Is there a greater interest among employers willing to hire now, compared to a year ago? It depends on whom you ask.
“I think over the next couple of months, you'll see slow, steady growth; a lot depends on some of the economic news that's coming out,” said Gary Bennett, regional vice president in the Pennsylvania Marketplace for Right Management, a workforce consulting firm within ManpowerGroup. “I think the trends have pointed to organizations starting to lift their restrictions on hiring.”
Right Management's recent global hiring survey showed that employers are more optimistic on prospects for business growth and increased spending on talent development in 2013. The survey polled more than 2,000 senior human resources executives in 14 nations.
A majority (52 percent) of the 650 U.S. executives participating in the survey expect recovery in 2013, up from one-third who had a stronger view a year ago, according to the survey. Two in four assume this year will be similar to 2012, characterized by slow growth and delayed human resources initiatives. Ten percent of American respondents anticipate more cutbacks or restructurings.
The global findings were slightly less optimistic than those for the U.S., with 47 percent predicting recovery and 33 percent merely sluggish growth. Nineteen percent, for the most part in Europe, foresee stagnation and reductions in force.
Often, when one hiring report shows employers are optimistic, a new survey the next week will show a more downbeat outlook.
“We're definitely not seeing that [optimism],” said Tina Hamilton, president and CEO of hireVisionGroup Inc. of Allentown. “We have not seen any changes. I haven't seen any indications of people wanting to change. I think companies are running their companies tight and lean.”
In a different financial environment, employers might be more optimistic, said Hamilton, whose firm provides outsourced human resources services to small and mid-size companies.
However, employers in some sectors are showing a strong interest in hiring, according to Karen Parker, associate professor of electronics and technology at Northampton Community College in Bethlehem.
As a member of the Technology Advisory Committee at the college, Parker said the group had its first meeting several weeks ago, its first meeting in two years, which drew an overwhelming response from industry representatives. They included leaders from Freshpet of Bethlehem, Fromm Electric Supply of Reading, Victaulic of Forks Township, PPL of Allentown, Kraft Foods in Upper Macungie Township and Lutron Electronics Co. Inc. of Coopersburg.

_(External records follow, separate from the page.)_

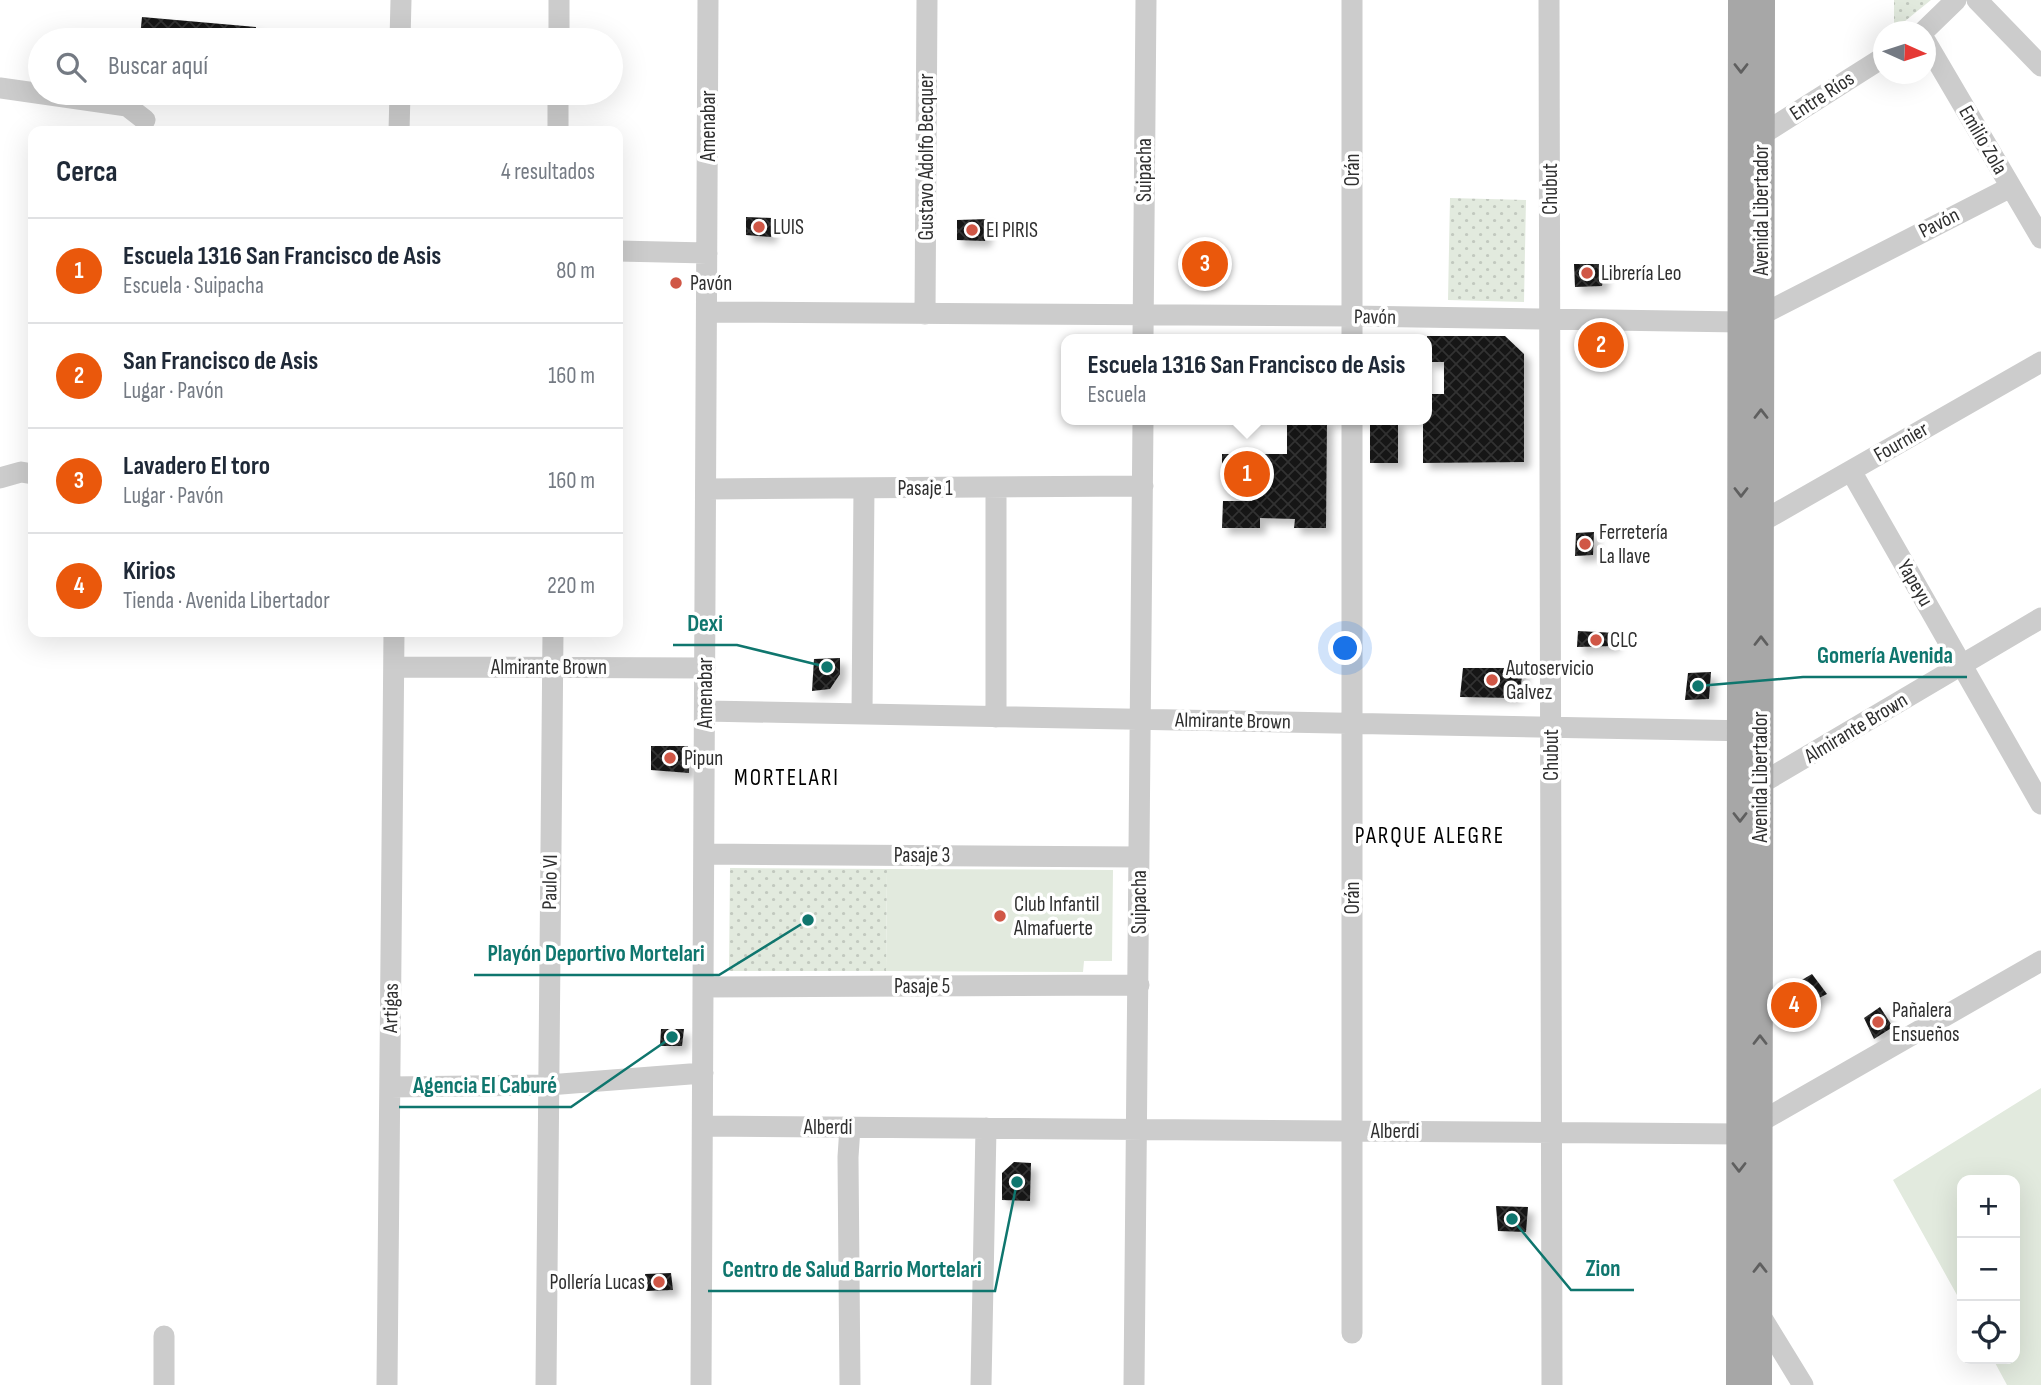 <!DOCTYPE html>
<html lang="es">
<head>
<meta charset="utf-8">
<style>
	:root { --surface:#fff; --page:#f6f6f7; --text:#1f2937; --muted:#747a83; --line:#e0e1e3; --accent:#ea580c }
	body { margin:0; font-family:"Sofia Sans Condensed",sans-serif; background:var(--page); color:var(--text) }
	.controls { position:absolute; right:21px; bottom:21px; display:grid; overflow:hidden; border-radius:14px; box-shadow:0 7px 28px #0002 }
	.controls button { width:63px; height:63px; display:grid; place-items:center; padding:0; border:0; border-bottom:2px solid var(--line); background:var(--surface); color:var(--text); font:35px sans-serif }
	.compass { position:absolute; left:1873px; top:21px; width:63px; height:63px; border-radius:50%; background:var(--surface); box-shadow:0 7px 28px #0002; rotate:93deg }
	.you { position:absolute; left:1346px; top:649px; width:24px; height:24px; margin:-18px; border:5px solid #fff; border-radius:50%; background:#1a73e8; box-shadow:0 0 0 10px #1a73e833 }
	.badge { display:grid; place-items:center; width:46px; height:46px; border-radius:50%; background:var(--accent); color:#fff; font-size:23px; font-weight:700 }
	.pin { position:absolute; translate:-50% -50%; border:4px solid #fff; box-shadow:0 2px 7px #0006 }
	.popup { position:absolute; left:1061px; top:334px; width:371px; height:91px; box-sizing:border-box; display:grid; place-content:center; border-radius:14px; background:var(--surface); filter:drop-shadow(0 2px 5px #0005); font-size:23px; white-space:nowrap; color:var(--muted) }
	.popup b { font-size:26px; color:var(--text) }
	.popup::after { content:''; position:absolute; left:50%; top:100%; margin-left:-14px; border:14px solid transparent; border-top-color:var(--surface) }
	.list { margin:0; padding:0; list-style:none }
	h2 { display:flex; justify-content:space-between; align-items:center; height:91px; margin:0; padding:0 28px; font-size:30px }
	h2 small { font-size:23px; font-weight:400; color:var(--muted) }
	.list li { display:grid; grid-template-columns:46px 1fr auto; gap:21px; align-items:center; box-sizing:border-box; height:105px; padding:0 28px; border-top:2px solid var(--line) }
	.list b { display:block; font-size:26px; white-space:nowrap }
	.list p { margin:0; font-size:23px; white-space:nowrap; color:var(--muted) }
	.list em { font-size:23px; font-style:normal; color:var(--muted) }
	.icon { flex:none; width:38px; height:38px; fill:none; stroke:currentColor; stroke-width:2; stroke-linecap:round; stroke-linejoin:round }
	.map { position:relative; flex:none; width:2041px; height:1385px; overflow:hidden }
	.search { position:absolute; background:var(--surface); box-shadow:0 7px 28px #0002; left:28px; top:28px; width:595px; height:77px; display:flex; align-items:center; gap:18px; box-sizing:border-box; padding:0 24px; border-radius:38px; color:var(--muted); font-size:26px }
	.panel { position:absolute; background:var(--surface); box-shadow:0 7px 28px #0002; left:28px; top:126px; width:595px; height:511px; border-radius:14px }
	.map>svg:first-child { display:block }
	.grass { fill:#e2eade }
	.park { fill:url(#park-dots) }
	.building { fill:url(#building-cross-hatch); filter:url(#shadow) }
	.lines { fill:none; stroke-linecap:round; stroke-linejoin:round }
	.minor { stroke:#ccc; stroke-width:21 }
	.major { stroke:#a7a7a7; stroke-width:26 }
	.oneway { stroke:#5f5f5f }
	.poi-dot { fill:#d05746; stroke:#fff; stroke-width:2.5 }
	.labels { text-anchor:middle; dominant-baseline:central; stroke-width:7; stroke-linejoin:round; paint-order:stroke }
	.street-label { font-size:21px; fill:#2f2f2f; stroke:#fff }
	.poi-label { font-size:21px; fill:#2f2f2f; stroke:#fff; text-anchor:start }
	.neighbourhood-label { font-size:23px; letter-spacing:2px; fill:#000; stroke:#fff }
	.leader { fill:none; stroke:#0f766e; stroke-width:2.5 }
	.callout-dot { fill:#0f766e; stroke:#fff; stroke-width:2.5 }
	.callout-label { font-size:23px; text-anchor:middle; font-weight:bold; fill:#0f766e; stroke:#fff; stroke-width:7; stroke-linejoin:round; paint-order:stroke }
</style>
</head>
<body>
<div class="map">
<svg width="2041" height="1385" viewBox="0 0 2041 1385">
	<defs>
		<pattern id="park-dots" width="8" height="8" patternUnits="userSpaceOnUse" patternTransform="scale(1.75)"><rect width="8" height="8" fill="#e2eade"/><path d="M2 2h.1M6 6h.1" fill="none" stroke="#c2c9bf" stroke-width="1.8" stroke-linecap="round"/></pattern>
		<pattern id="building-cross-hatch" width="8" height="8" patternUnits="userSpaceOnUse" patternTransform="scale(1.75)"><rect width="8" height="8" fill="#161616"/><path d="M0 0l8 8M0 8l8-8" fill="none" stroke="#303030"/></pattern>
		<filter id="shadow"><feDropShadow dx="6" dy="6" stdDeviation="3.5" flood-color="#0004"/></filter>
	</defs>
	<rect width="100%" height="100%" fill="#fff"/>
	<path class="grass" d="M887 869 1113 870 1112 961H1084L1083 972 886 971Z
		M2041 1088V1385H2007L1993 1359H2015V1180H1962V1304L1893 1180Z"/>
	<path class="park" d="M1894 0H1931L1894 30Z
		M1450 198 1526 200 1524 302 1448 300Z
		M730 868 887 869 886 971H729Z"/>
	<path class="building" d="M142 17 256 27 255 40H161L140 37Z
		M746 217 772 218 771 237 746 235Z
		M988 219 985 241 957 240V220Z
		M1216 245 1213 281H1194L1196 247Z
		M1574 264H1605L1602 286 1575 287Z
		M1427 336H1505L1524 354V462L1423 463V420H1427V394H1444V362H1427Z
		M1588 336H1614L1613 354 1588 356Z
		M1287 420H1327L1326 528H1294L1295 519 1260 518V528H1222L1223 501H1252V472H1222V454H1287Z
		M1370 420H1398V463H1370Z
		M1594 532 1593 555 1575 556 1576 533Z
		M1578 631 1616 633 1614 646 1577 647Z
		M840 658V674L830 689 812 691 814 659Z
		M1463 668H1523L1520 692 1513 698 1460 697Z
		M1711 672 1709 699 1685 700 1688 673Z
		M651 746H688L689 773 651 770Z
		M1812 974 1827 994 1784 1016 1783 991Z
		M1880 1007 1893 1027 1874 1039 1864 1018Z
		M661 1029H684L682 1046H660Z
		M1014 1162 1031 1163 1030 1201 1002 1200V1173Z
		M1496 1206 1528 1207 1526 1232 1498 1231Z
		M671 1273 673 1290 646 1291 645 1274Z"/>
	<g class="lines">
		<path class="minor" d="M1549 0 1552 1385
			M1977 0 2041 66
			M1923 32 1956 0
			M400 40 401 0
			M559 40V0
			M1926 42 2041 238
			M0 88 127 106 145 120
			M399 131 400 93
			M558 131V93
			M1761 135 1884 57
			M618 251 707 253
			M707 312 1352 316 1741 322 1761 315 2011 187
			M925 314 927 0
			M1143 339 1146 0
			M1352 339V0
			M1851 471 2041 804
			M0 478 21 472 33 474
			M707 489 1143 486
			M1761 522 2041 362
			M394 667 705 668
			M705 711 1753 731
			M862 714 864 488
			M996 717V487
			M1749 784H1760L2041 618
			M704 854 1139 857
			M704 987 1139 985
			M390 1087 548 1085 703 1073
			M703 1126 1739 1134 2041 961
			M1757 1310 1803 1385
			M1352 1333V420
			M164 1385V1336
			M387 1385 394 632
			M546 1385 553 632
			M701 1385 708 0
			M850 1385 848 1157 850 1127
			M981 1385 986 1128
			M1134 1385 1143 420"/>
		<path class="major" d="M1739 1385 1741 0
			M1759 1385 1762 0"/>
	</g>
	<defs><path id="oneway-chevron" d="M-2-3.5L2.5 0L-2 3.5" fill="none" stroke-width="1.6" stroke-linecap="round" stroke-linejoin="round" transform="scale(1.75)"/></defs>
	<g class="oneway">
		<use href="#oneway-chevron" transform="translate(1741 68) rotate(90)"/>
		<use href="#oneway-chevron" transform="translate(1761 414) rotate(-90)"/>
		<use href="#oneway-chevron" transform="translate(1741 492) rotate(90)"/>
		<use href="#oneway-chevron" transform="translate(1761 641) rotate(-90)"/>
		<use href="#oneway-chevron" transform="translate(1740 817) rotate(90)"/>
		<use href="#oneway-chevron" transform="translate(1760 1040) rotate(-90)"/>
		<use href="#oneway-chevron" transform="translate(1739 1167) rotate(90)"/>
		<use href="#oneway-chevron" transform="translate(1760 1268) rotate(-90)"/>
	</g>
	<g class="poi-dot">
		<circle cx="759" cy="227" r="7"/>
		<circle cx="972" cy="230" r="7"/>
		<circle cx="1587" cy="273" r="7"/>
		<circle cx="676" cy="283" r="7"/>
		<circle cx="1585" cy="544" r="7"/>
		<circle cx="1596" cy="640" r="7"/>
		<circle cx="1492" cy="680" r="7"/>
		<circle cx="670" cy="758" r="7"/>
		<circle cx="1000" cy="916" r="7"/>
		<circle cx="1878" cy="1022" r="7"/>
		<circle cx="659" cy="1282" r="7"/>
	</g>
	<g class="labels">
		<g class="street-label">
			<text transform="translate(1822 96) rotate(-33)">Entre Ríos</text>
			<text transform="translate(708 126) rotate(-90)">Amenabar</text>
			<text transform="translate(1983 140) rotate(60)">Emilio Zola</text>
			<text transform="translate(926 157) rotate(-90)">Gustavo Adolfo Becquer</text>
			<text transform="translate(1144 170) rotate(-90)">Suipacha</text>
			<text transform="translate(1352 170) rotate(-90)">Orán</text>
			<text transform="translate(1550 189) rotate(-90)">Chubut</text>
			<text transform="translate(1761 210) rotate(-90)">Avenida Libertador</text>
			<text transform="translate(1939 223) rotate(-27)">Pavón</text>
			<text transform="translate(1375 317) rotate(1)">Pavón</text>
			<text transform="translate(1901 442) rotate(-30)">Fournier</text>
			<text x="925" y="488">Pasaje 1</text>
			<text transform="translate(1915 583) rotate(60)">Yapeyu</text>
			<text x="549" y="667">Almirante Brown</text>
			<text transform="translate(705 693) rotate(-90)">Amenabar</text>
			<text transform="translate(1233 721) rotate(1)">Almirante Brown</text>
			<text transform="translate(1856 728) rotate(-31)">Almirante Brown</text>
			<text transform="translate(1551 755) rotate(-90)">Chubut</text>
			<text transform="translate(1760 777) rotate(-90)">Avenida Libertador</text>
			<text x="922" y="855">Pasaje 3</text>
			<text transform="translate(550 882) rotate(-89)">Paulo VI</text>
			<text transform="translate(1352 898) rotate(-90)">Orán</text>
			<text transform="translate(1139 902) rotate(-90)">Suipacha</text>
			<text x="922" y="986">Pasaje 5</text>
			<text transform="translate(391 1008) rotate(-89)">Artigas</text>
			<text x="828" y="1127">Alberdi</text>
			<text x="1395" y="1131">Alberdi</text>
		</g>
		<g class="poi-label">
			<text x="773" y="227">LUIS</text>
			<text x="986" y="230">El PIRIS</text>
			<text x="1601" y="273">Librería Leo</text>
			<text x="690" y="283">Pavón</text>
			<text x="1599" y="532">Ferretería<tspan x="1599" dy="24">La llave</tspan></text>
			<text x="1610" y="640">CLC</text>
			<text x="1506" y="668">Autoservicio<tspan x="1506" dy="24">Galvez</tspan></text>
			<text x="684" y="758">Pipun</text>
			<text x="1014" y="904">Club Infantil<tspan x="1014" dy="24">Almafuerte</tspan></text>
			<text x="1892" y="1010">Pañalera<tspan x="1892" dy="24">Ensueños</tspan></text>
			<text x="645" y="1282" text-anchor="end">Pollería Lucas</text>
		</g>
		<g class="neighbourhood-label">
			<text x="787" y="778">MORTELARI</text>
			<text x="1430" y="836">PARQUE ALEGRE</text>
		</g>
	</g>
	<path class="leader" d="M827 667L737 645H673M1698 686L1803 677H1967M808 920L719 975H474M672 1037L571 1107H399M1512 1219L1571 1290H1634M1017 1182L995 1291H708"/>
	<g class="callout-dot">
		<circle cx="827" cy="667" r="7"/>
		<circle cx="1698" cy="686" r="7"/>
		<circle cx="808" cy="920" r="7"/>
		<circle cx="672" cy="1037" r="7"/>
		<circle cx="1512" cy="1219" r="7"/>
		<circle cx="1017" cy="1182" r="7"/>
	</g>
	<g class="callout-label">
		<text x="705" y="631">Dexi</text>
		<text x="1885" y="663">Gomería Avenida</text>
		<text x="596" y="961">Playón Deportivo Mortelari</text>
		<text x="485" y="1093">Agencia El Caburé</text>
		<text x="1603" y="1276">Zion</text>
		<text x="852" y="1277">Centro de Salud Barrio Mortelari</text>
	</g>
</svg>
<div class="controls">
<button>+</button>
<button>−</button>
<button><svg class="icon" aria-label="locate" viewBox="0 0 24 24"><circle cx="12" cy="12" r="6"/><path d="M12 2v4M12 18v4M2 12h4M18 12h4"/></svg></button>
</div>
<svg class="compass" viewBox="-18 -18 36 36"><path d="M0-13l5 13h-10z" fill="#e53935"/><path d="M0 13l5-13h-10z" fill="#747a83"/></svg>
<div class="you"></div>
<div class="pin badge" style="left:1247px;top:474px">1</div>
<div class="popup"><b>Escuela 1316 San Francisco de Asis</b>Escuela</div>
<div class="pin badge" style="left:1601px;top:345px">2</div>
<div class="pin badge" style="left:1205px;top:264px">3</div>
<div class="pin badge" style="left:1794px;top:1005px">4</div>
<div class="search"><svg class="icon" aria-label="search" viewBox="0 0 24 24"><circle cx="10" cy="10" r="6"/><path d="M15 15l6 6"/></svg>Buscar aquí</div>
<section class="panel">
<h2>Cerca<small>4 resultados</small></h2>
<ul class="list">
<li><span class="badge">1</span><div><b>Escuela 1316 San Francisco de Asis</b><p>Escuela · Suipacha</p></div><em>80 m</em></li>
<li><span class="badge">2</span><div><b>San Francisco de Asis</b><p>Lugar · Pavón</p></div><em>160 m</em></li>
<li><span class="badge">3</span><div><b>Lavadero El toro</b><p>Lugar · Pavón</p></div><em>160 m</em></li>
<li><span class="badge">4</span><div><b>Kirios</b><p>Tienda · Avenida Libertador</p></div><em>220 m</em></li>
</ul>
</section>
</div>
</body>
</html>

“We had 15 to 17 different companies represented,” Parker said. “They all said they are hiring; many of them are looking for interns. We have to work really hard to get that information out there.”
The ongoing problem of students and parents not viewing manufacturing as a viable career option can hinder growth, even if these companies are local, in hiring mode and ready to offer sizable salaries.
“It's a lack of career awareness,” said Parker. “We're looking for people that like to solve problems, work with their hands.”
Aside from manufacturing, sectors that should see growth include pharmaceuticals and the financial industry, said Bennett. Health care will show cautious growth as hospitals and health care organizations prepare for the costs of health care reform.
“There will be growth, but I think they will keep an eye on headcount,” said Bennett, referring to businesses in the health care field. “Expansions will continue but with a close eye on cost.”